The second trial took place two weeks later, in October, on a Friday morning. There was a crowd at the courthouse and dissent was in the air in the courtroom, which was packed with students, teachers, civil servants, merchants from the old market. The most enraged were brandishing slates denouncing this political trial. The women from the market were also there, they had distributed water to the crowd of onlookers who’d come to support the two accused. Outside, the human mass grew, and my father, who was surveying on a curb downtown, had to abandon his task and fold up his tripod, jostled and finally carried away by the tide.

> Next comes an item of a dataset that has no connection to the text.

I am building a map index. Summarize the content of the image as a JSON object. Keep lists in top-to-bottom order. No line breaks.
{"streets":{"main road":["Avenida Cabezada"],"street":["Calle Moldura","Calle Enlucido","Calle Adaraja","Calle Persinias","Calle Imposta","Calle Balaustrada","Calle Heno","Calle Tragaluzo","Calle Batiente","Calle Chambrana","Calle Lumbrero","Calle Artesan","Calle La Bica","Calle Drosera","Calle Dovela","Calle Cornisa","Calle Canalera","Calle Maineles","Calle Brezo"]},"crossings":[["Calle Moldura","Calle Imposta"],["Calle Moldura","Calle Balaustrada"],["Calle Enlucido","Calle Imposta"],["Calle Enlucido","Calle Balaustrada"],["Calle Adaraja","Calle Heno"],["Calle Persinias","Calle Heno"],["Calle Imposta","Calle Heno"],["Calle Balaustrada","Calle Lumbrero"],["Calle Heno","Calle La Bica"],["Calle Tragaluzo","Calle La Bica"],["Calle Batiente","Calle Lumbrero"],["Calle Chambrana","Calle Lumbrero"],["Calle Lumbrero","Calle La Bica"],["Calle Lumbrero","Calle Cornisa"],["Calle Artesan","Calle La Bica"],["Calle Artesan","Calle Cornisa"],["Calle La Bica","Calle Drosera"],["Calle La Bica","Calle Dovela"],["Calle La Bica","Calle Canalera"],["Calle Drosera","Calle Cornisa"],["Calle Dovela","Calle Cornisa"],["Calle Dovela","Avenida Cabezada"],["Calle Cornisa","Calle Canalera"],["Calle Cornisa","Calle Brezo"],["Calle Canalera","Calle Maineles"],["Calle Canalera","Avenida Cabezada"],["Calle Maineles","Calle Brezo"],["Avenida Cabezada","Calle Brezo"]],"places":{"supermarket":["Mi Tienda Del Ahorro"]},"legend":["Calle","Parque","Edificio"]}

My father would in spite of himself be immersed in history again that Friday when the echo of a chorus reached him from the courthouse. The crowd had begun to sing the forbidden former national anthem, which a lot of people had not forgotten, as would have been expected, since time had passed and a good part of the crowd around the courthouse had not known that song of fervent patriotism that the military had traded for a banal incantation calling on the people to reject troublemakers who undermined national unity. The crowd was convinced that the judges had been ordered to discipline the young miscreants, and everyone expected a speedy trial that would send the two rascals to the dungeons of the nation, where their parents would once a month bring them rotting fruits, since, as rumour had it, all fruits of the revolution were suspect. And my father, too, standing in the sun outside the courthouse, carried away by the general excitement, took up the old anthem. The electrified crowd, its volume increasing by the minute, was going to storm the courthouse and try to free the two accused.